A estudante havia chamado Ludimilla Oliveira de golpista e interventora e convocado manifestações e protestos. Pouco depois, em setembro, foi mais uma vez alvo da reitora, que a denunciou pela suposta invasão das dependências da universidade. Mesmo já ciente do arquivamento da representação anterior, continuou a acusar a estudante da prática dos delitos.
O Ministério Público Federal, diante do impasse, remeteu recomendação ao DCE, à Polícia Federal e à Ufersa. A reitora informou, expressamente, que não acataria parte da recomendação e continuou a buscar a intervenção prematura da Polícia Federal, mesmo diante de protestos pacíficos. “Em nenhum dos protestos realizados foi feito uso de violência ou de armas por parte dos estudantes, sempre se manifestando de forma pacífica, mas, obviamente, em desagrado à reitora”, destaca a inicial.
Abin
No Instagram, após receber mais uma crítica da coordenadora do DCE, a reitora respondeu à mensagem com uma referência à Agência Brasileira de Inteligência, marcando o nome da aluna junto da hashtag “#Abin”. “Sem margem de dúvidas foi uma grave ameaça proferida à estudante, como mais uma tentativa de silenciamento e intimidação por parte da denunciada, a qual, diante de comentário crítico exercido por aquela nos limites da liberdade de expressão, ameaçou algum tipo de intervenção por parte da Abin”, ressaltou o MPF.
Para o Parquet, caso não houvesse notícia sobre utilização indevida da Abin, a ameaça não se caracterizaria.
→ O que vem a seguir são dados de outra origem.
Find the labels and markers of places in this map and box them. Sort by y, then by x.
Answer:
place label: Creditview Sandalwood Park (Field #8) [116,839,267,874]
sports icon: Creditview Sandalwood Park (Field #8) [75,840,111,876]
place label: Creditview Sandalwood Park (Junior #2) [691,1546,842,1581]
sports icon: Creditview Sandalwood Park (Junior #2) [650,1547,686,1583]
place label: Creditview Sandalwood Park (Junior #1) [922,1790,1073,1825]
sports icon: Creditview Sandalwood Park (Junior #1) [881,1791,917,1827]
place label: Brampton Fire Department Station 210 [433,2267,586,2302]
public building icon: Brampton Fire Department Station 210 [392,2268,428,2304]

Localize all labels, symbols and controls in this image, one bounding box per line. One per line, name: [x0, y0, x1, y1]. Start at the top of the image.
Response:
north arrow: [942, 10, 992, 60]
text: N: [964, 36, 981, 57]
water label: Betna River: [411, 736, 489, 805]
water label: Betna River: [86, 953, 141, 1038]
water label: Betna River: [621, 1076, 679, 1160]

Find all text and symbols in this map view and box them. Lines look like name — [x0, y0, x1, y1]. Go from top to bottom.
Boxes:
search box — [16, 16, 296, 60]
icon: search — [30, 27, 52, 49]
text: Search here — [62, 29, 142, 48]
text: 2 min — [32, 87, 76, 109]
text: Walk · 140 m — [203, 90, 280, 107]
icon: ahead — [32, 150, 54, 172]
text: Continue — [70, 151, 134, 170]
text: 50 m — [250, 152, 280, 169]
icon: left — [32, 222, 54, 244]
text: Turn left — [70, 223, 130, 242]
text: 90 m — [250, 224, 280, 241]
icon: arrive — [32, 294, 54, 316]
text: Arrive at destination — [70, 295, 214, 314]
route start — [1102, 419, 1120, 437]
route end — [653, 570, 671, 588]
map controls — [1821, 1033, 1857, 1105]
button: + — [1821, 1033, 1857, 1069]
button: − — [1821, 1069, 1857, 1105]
Porém o próprio STF, na análise da ADPF 722, reconheceu grave desvio de finalidade das atividades de inteligência da agência, mediante a utilização do aparato estatal para produzir relatórios e dossiês de pessoas identificadas como sendo antifascistas, em “clarividente ato de perseguição política e ideológica”.
“Ao utilizar a #abin, mencionando o perfil da estudante, a denunciada o fez com o único objetivo de ameaçar de causar-lhe grave temor de ter sua vida ilegalmente monitorada pelos órgãos de inteligência brasileiros”, conclui o MPF.
Cerimônia
O crime de prevaricação decorreu da tentativa ilegal da reitora de impedir uma possível crítica de formandos da universidade à sua nomeação. Ela editou uma portaria, em 8 de janeiro, estabelecendo as regras para a colação de grau remota nos cursos de graduação. Uma das medidas de “silenciamento” foi determinar que a transmissão (via Youtube) teria o chat desabilitado, ou seja, não permitiria comentários ao vivo.
Determinou também a proibição de protestos de qualquer natureza durante a cerimônia, prevendo, inclusive, a aplicação de sanções. A Defensoria Pública da União (DPU) ajuizou uma ação através da qual a Justiça determinou a suspensão de parte da portaria, exigindo que a Ufersa não adotasse qualquer medida que representasse “censura prévia ao direito de livre manifestação”.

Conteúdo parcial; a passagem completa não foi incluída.